The G-20 Summit convening in Johannesburg marks more than a shifting diplomatic geography; it represents a radical redrawing of the world’s political cartography. For over a century, global power has been mapped — literally and metaphorically — through an epistemology anchored in the United States and Western Europe. The cartographic imagination that once naturalized the idea of “America’s backyard” now falters. A polycentric world is emerging, driven not by a singular hegemon but by multiple overlapping sovereignties, histories, and trajectories. South Africa’s leadership of the G-20 symbolizes this transition: a repositioning of global coordinates in which the United States is no longer the gravitational center of world politics.

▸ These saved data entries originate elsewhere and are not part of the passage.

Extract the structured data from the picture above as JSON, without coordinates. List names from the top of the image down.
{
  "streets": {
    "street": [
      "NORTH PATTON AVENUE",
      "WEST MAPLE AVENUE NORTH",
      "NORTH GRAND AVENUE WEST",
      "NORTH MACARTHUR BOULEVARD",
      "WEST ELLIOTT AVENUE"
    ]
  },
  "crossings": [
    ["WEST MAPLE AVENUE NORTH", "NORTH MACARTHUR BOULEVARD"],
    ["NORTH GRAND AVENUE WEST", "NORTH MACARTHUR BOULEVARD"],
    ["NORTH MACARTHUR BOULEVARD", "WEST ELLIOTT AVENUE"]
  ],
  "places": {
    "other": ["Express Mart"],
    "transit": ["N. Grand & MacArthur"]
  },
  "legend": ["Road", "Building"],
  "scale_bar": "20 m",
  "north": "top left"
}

This cartographic unmaking and remaking must be understood within the longue durée of colonial dispossession. As Frantz Fanon argued, colonialism reorganized space as much as it reorganized bodies and subjectivities, producing hierarchies that were violently spatialized (Stanford Encyclopedia of Philosophy). The legacy of apartheid in South Africa is inseparable from this history: vast inequalities in land ownership, entrenched racialized geography, and territorially encoded injustice. The Expropriation Act, now signed into law as a constitutional mechanism to address historical dispossession, must be read not as a rupture of property rights but as an attempt to redraw a map whose borders were inscribed by colonial violence. Its provisions apply universally and permit no-compensation expropriation only in extremely narrow cases, contrary to alarmist narratives.

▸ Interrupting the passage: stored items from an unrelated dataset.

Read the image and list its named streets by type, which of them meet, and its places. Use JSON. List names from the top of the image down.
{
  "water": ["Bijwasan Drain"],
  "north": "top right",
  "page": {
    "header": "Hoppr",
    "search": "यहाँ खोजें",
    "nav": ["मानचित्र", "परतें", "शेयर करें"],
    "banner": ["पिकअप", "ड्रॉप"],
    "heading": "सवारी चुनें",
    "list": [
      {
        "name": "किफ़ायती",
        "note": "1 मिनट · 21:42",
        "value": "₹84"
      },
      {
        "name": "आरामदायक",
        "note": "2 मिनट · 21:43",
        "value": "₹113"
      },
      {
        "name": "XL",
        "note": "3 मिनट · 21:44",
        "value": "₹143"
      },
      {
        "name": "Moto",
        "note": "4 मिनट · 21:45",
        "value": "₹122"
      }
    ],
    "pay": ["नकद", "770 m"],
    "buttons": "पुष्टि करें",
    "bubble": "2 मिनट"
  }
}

These distortions were amplified by the US President Donald Trump, who asserted that South Africa was engaged in “white genocide” and “land confiscation.” These claims have been debunked repeatedly by legal and independent fact-checking bodies, including court findings rejecting the “white genocide” narrative and multiple research organizations providing empirical rebuttals. The rhetorical power of such accusations, however, reveals an older imperial cartography resurfacing — one that frames African sovereignty as inevitably threatening, irrational, or punitive.
To understand the structural shift Johannesburg represents, Immanuel Wallerstein’s world-systems analysis remains indispensable. Wallerstein’s articulation of the core, semiperiphery, and periphery helps explain the rising agency of states such as South Africa, which historically occupied the semiperiphery and now leverage institutional platforms to recalibrate global norms. The G-20 under South African leadership illustrates the semiperiphery’s capacity to challenge the normative dominance of the core. The world-system is not collapsing; it is being redistributed.

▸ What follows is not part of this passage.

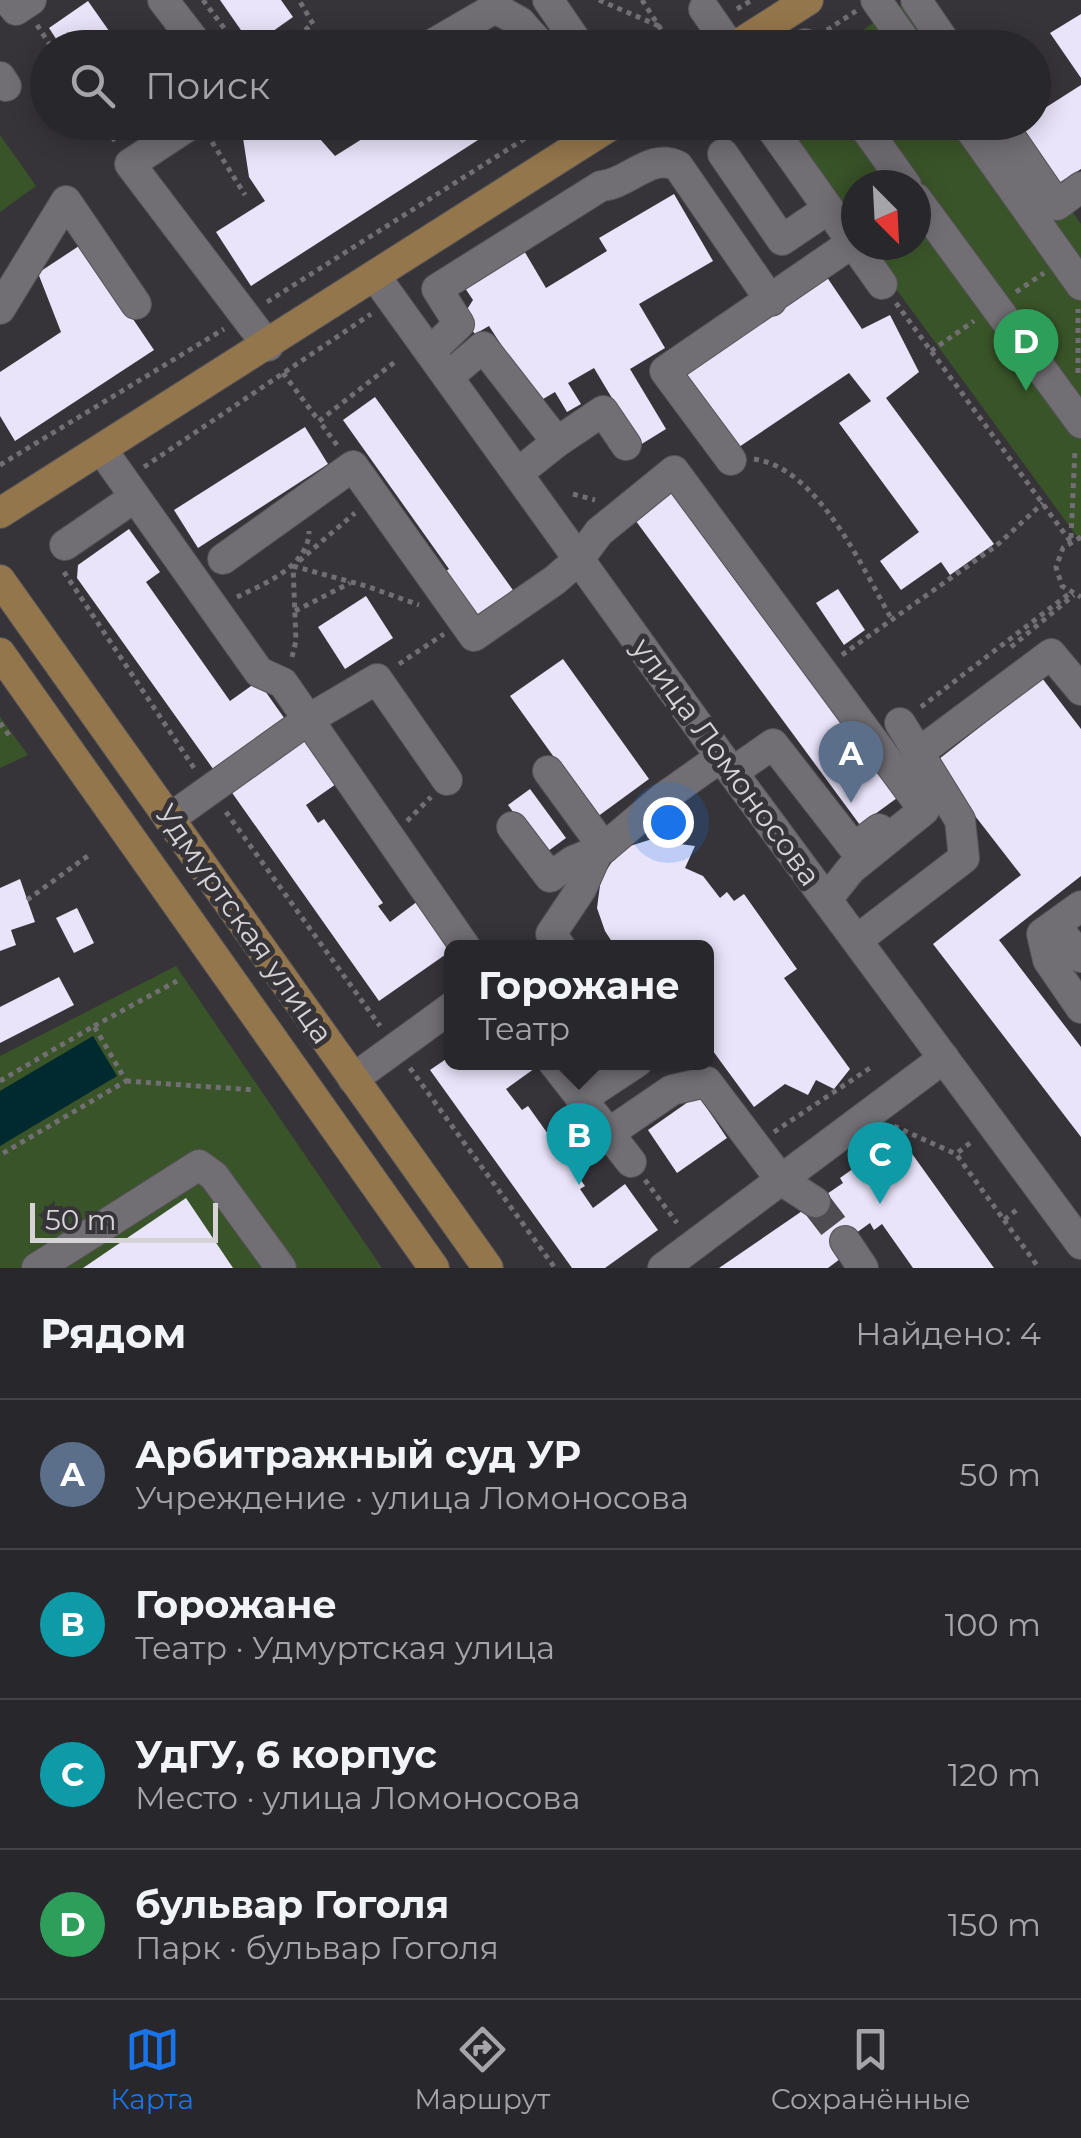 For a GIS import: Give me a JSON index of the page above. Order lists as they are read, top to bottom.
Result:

Yet material redistribution is only part of the story. Arjun Appadurai’s theory of global cultural flows provides a more dynamic analytic map. Appadurai’s ethnoscapes, technoscapes, financescapes, mediascapes, and ideoscapes reveal how sovereignty today circulates across non-state terrains, from digital narratives to diasporic networks (University of Minnesota Press). The Trump–Ramaphosa dispute unfolded across these scapes, morphing from a bilateral disagreement into a global spectacle shaped by affect, misinformation, and digitally mediated imaginaries.
Alongside this cultural re-mapping, Amitav Acharya’s concept of a “multiplex world” captures the emergent architecture of global order: one defined by overlapping, non-hierarchical sites of legitimacy rather than a single hegemonic node. South Africa’s G-20 presidency exemplifies this multiplexity — a refusal to accept inherited hierarchies, an insistence on historical redress, and a strategic performance of Global South leadership.
But the post-American cartography is not only about states reconstructing global governance. Antonio Negri’s notion of the “multitude” — decentralized, networked, and collectively constitutive — reframes sovereignty beyond the state itself (Harvard University Press/JSTOR listing). Under this framework, land reform in South Africa is not merely a state-led initiative; it is a demand articulated by a multitude shaped by colonial memory, economic marginalization, and democratic mobilization. Negri’s work highlights how new forms of constituent power emerge from social movements, civil society, and transnational solidarities — precisely the forces pressuring global institutions to democratize.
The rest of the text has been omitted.